Two moments in season 5 really swayed me towards hating Walt.

First moment, was after the kid got shot, Walt told Jesse not a day went by that he didnt think of that kid. Jesse turns to leave, and Walt is whistling, clearly a poop not being given.

Second moment, and its a big one, was when he killed Mike.

Up until season 5 I must be honest, the darker side of me always rooted for Walt as he was never the greatest threat, now he is the only threat.

I think mine was definitely Brock and the Lily of the Valley.

I was gonna say the same thing. I mean, he poisoned a kid.

I don't know what it says about me but I've yet to 'lose' Walter! The more I think about that, the more concerned for my own psyche I am.

However, if I did lose Walter White I would probably start by checking down the back of the sofa!!!

He lost me when he let Jane die.

I find it somewhat astonishing people stuck with him for that long. For me it'd have to be end of season 2/letting Jane die. He was awful in season 3, especially as far as his family is concerned.

For SURE it was when he marched into Tuco's and lobbed the crystal against the wall! That episode solidified this series into an absolute classic for me. The flashforward at the start when you first see walt bald - marching away from a burning building looking mean. a serious WTF moment.

I have never NEVER had a reaction like I had with this moment. It was like someone kicked me square in the stomach, then punched me in the face. "Guhhhhhhhhhhhhhohhhhhhhhhhhhhnnnnnnnnnnnnhhhhhhhhhaaaaa"

Same here. That was the turning point for me, both concerning Walt and the series. I knew now that Walt was truly evil, and I knew that Breaking Bad was one of the greatest television series of all time.

I'd say the turning point was when we found out he had cancer.

After that he just seemed, I dunno... different?
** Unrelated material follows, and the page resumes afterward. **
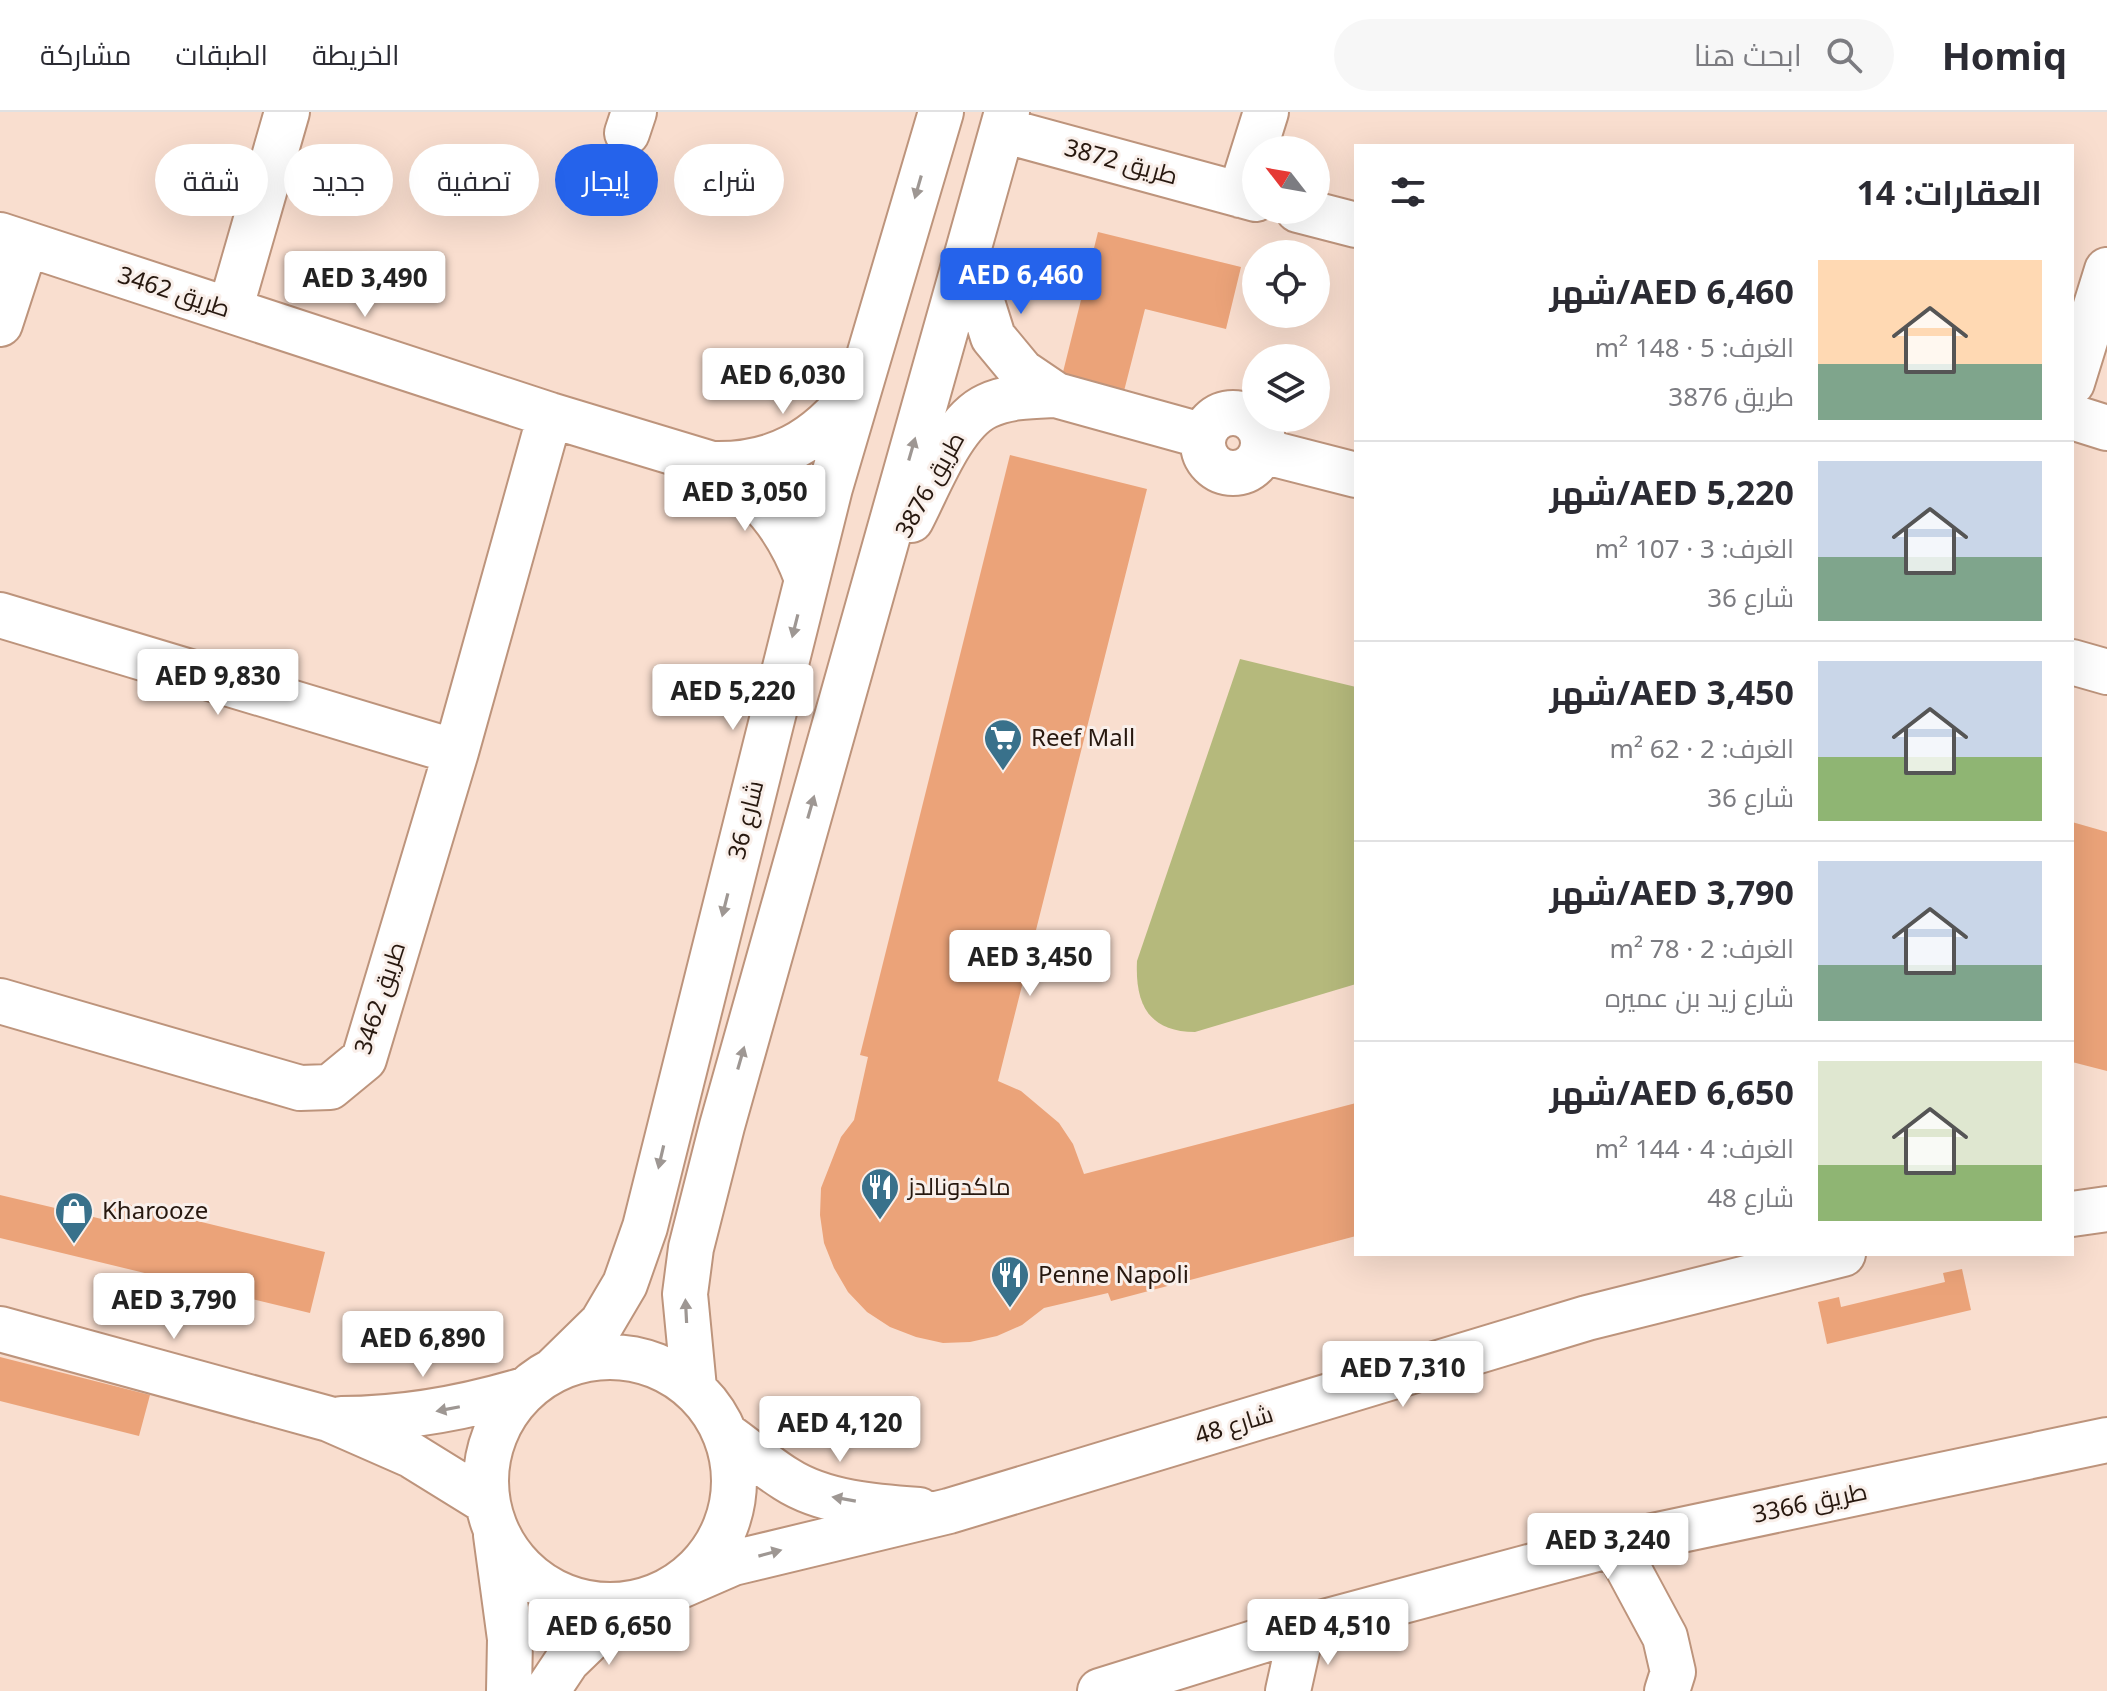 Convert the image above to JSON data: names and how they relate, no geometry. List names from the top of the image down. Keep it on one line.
{"streets":{"street":["طريق 3872","طريق 3462","طريق 3876","شارع 36","شارع 48","طريق 3366"]},"crossings":[["شارع 36","شارع 48"]],"places":{"supermarket":["Reef Mall"],"restaurant":["ماكدونالدز","Penne Napoli"],"shop":["Kharooze"]},"north":"top left","page":{"header":"Homiq","search":"ابحث هنا","nav":["الخريطة","الطبقات","مشاركة"],"chip":["شراء","إيجار","تصفية","جديد","شقة"],"heading":"العقارات: 14","list":[{"name":"AED 6,460/شهر","note":"الغرف: 5 · 148 m² · طريق 3876"},{"name":"AED 5,220/شهر","note":"الغرف: 3 · 107 m² · شارع 36"},{"name":"AED 3,450/شهر","note":"الغرف: 2 · 62 m² · شارع 36"},{"name":"AED 3,790/شهر","note":"الغرف: 2 · 78 m² · شارع زيد بن عميره"},{"name":"AED 6,650/شهر","note":"الغرف: 4 · 144 m² · شارع 48"}],"price":["AED 6,460","AED 3,490","AED 6,030","AED 3,050","AED 9,830","AED 5,220","AED 3,450","AED 3,790","AED 6,890","AED 7,310","AED 4,120","AED 3,240","AED 6,650","AED 4,510"]}}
Walts done nothing he didn't have to do to protect others. Team Walt 4 eva!!!

Anti-hero*

Id have to say the first time i looked at "Walt" and thought something turned in him was the remission episode when he found out he was recovering and he punched the crap outta that blow dryer. In light of that what I mean is his actions before that, whether he was angry, sad, happy etc had a sort of control or purpose behind them. In every instance whether he was cooking, evading, lying, or even killing, he always had a controlled motivation to him. In that instance I think we the audience see the pent up "Heisenberg" I guess you could call it within Walt. My interpretation of the scene was that Walt was planning to die if not immediately then soon, and that at least now he would die leaving something (money for his family) and be able to die knowing regardless of everything he had done the right thing. When that anger surfaces, it was not controlled or had any real purpose. This was to me the first and definitely not the last time we not only "Lose" walter white, but walter white also loses into his inner darkness or his "Heisenberg".